[Start of Attachment]

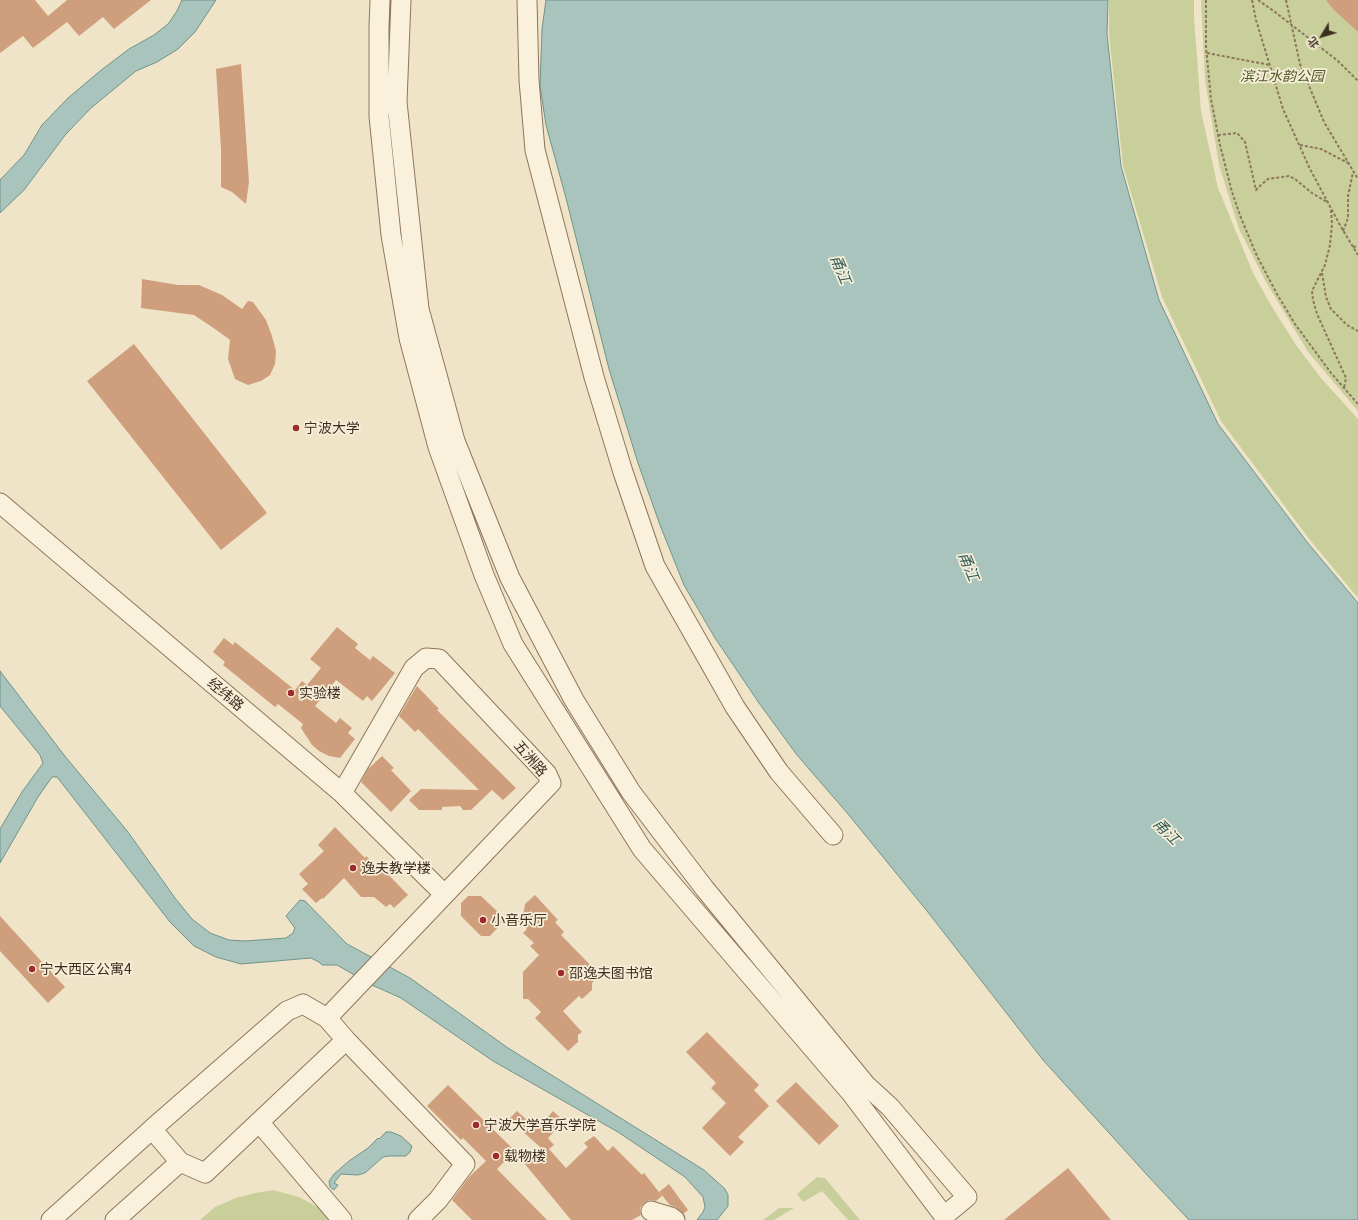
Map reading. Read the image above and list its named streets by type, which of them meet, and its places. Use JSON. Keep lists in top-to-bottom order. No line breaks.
{"streets":{"street":["经纬路","五洲路"]},"crossings":[["经纬路","五洲路"]],"water":["甬江"],"parks":["滨江水韵公园"],"places":["宁波大学","实验楼","逸夫教学楼","小音乐厅","宁大西区公寓4","邵逸夫图书馆","宁波大学音乐学院","载物楼"],"north":"bottom left"}
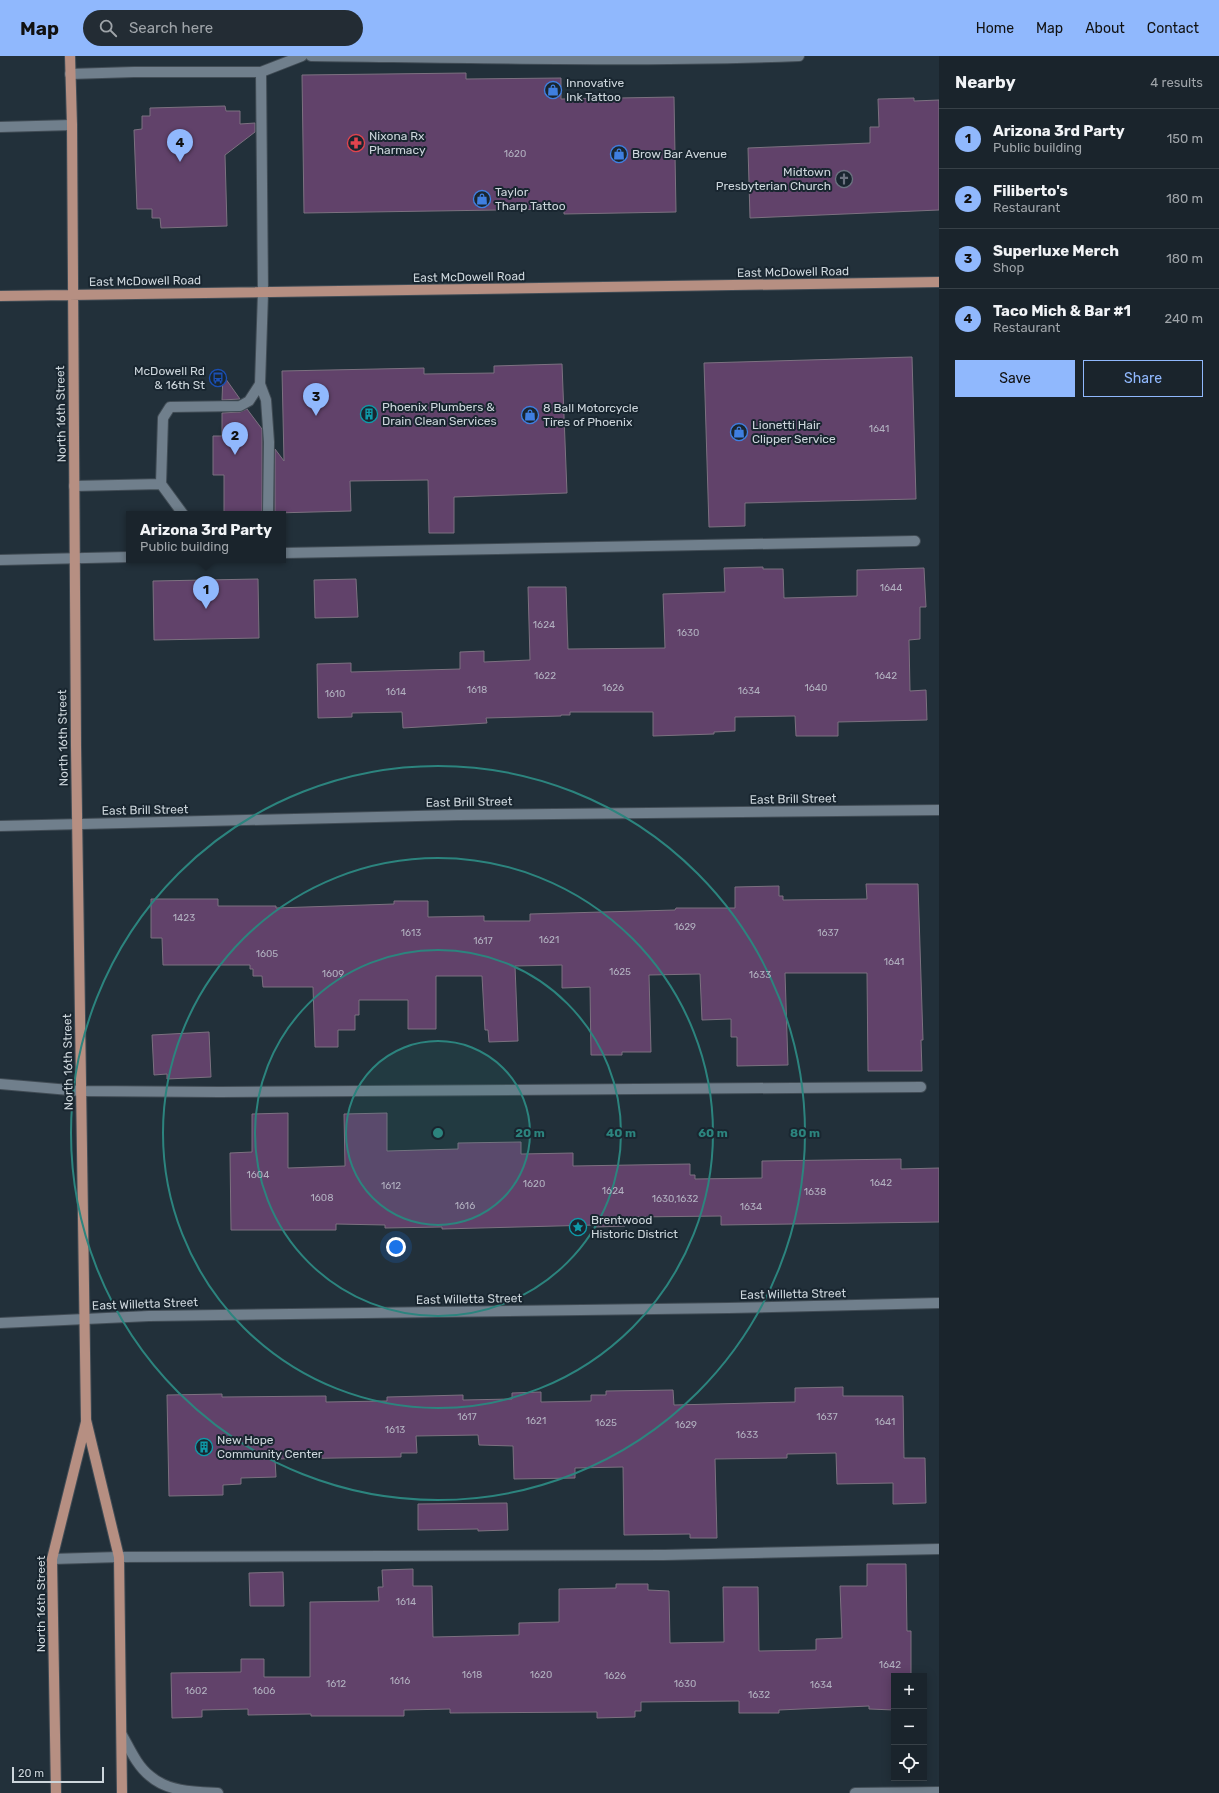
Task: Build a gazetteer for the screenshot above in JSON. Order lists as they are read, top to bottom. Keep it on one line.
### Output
{"streets":{"main road":["East McDowell Road","North 16th Street"],"street":["East Brill Street","East Willetta Street"]},"crossings":[["East McDowell Road","North 16th Street"],["North 16th Street","East Brill Street"],["North 16th Street","East Willetta Street"]],"places":{"shop":["Innovative Ink Tattoo","Brow Bar Avenue","Taylor Tharp Tattoo","8 Ball Motorcycle Tires of Phoenix","Lionetti Hair Clipper Service"],"pharmacy":["Nixona Rx Pharmacy"],"church":["Midtown Presbyterian Church"],"bus stop":["McDowell Rd & 16th St"],"building":["Phoenix Plumbers & Drain Clean Services","New Hope Community Center"],"place":["Brentwood Historic District"]},"house_numbers":["1620","1641","1644","1624","1630","1622","1642","1626","1640","1618","1634","1614","1610","1423","1629","1613","1637","1621","1617","1605","1641","1625","1609","1633","1604","1642","1620","1612","1624","1638","1608","1630,1632","1616","1634","1617","1637","1621","1641","1625","1629","1613","1633","1614","1642","1618","1620","1626","1616","1612","1630","1634","1602","1606","1632"],"scale_bar":"20 m","page":{"header":"Map","search":"Search here","nav":["Home","Map","About","Contact"],"heading":["Nearby","4 results"],"list":[{"mark":"1","name":"Arizona 3rd Party","note":"Public building","value":"150 m"},{"mark":"2","name":"Filiberto's","note":"Restaurant","value":"180 m"},{"mark":"3","name":"Superluxe Merch","note":"Shop","value":"180 m"},{"mark":"4","name":"Taco Mich & Bar #1","note":"Restaurant","value":"240 m"}],"pins":["4","3","2","1"],"buttons":["Save","Share"],"popup":["Arizona 3rd Party","Public building"],"map_buttons":["+","−"],"scale":"20 m"},"rings":["20 m","40 m","60 m","80 m"]}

[End of Attachment]

Return every line above verbatim, pictures excluded.

Map reading. Read the image above and list its named streets by type, which of them meet, and its places. Use JSON. Keep lists in top-to-bottom order. No line breaks.
{"streets":{"street":["经纬路","五洲路"]},"crossings":[["经纬路","五洲路"]],"water":["甬江"],"parks":["滨江水韵公园"],"places":["宁波大学","实验楼","逸夫教学楼","小音乐厅","宁大西区公寓4","邵逸夫图书馆","宁波大学音乐学院","载物楼"],"north":"bottom left"}
Task: Build a gazetteer for the screenshot above in JSON. Order lists as they are read, top to bottom. Keep it on one line.
### Output
{"streets":{"main road":["East McDowell Road","North 16th Street"],"street":["East Brill Street","East Willetta Street"]},"crossings":[["East McDowell Road","North 16th Street"],["North 16th Street","East Brill Street"],["North 16th Street","East Willetta Street"]],"places":{"shop":["Innovative Ink Tattoo","Brow Bar Avenue","Taylor Tharp Tattoo","8 Ball Motorcycle Tires of Phoenix","Lionetti Hair Clipper Service"],"pharmacy":["Nixona Rx Pharmacy"],"church":["Midtown Presbyterian Church"],"bus stop":["McDowell Rd & 16th St"],"building":["Phoenix Plumbers & Drain Clean Services","New Hope Community Center"],"place":["Brentwood Historic District"]},"house_numbers":["1620","1641","1644","1624","1630","1622","1642","1626","1640","1618","1634","1614","1610","1423","1629","1613","1637","1621","1617","1605","1641","1625","1609","1633","1604","1642","1620","1612","1624","1638","1608","1630,1632","1616","1634","1617","1637","1621","1641","1625","1629","1613","1633","1614","1642","1618","1620","1626","1616","1612","1630","1634","1602","1606","1632"],"scale_bar":"20 m","page":{"header":"Map","search":"Search here","nav":["Home","Map","About","Contact"],"heading":["Nearby","4 results"],"list":[{"mark":"1","name":"Arizona 3rd Party","note":"Public building","value":"150 m"},{"mark":"2","name":"Filiberto's","note":"Restaurant","value":"180 m"},{"mark":"3","name":"Superluxe Merch","note":"Shop","value":"180 m"},{"mark":"4","name":"Taco Mich & Bar #1","note":"Restaurant","value":"240 m"}],"pins":["4","3","2","1"],"buttons":["Save","Share"],"popup":["Arizona 3rd Party","Public building"],"map_buttons":["+","−"],"scale":"20 m"},"rings":["20 m","40 m","60 m","80 m"]}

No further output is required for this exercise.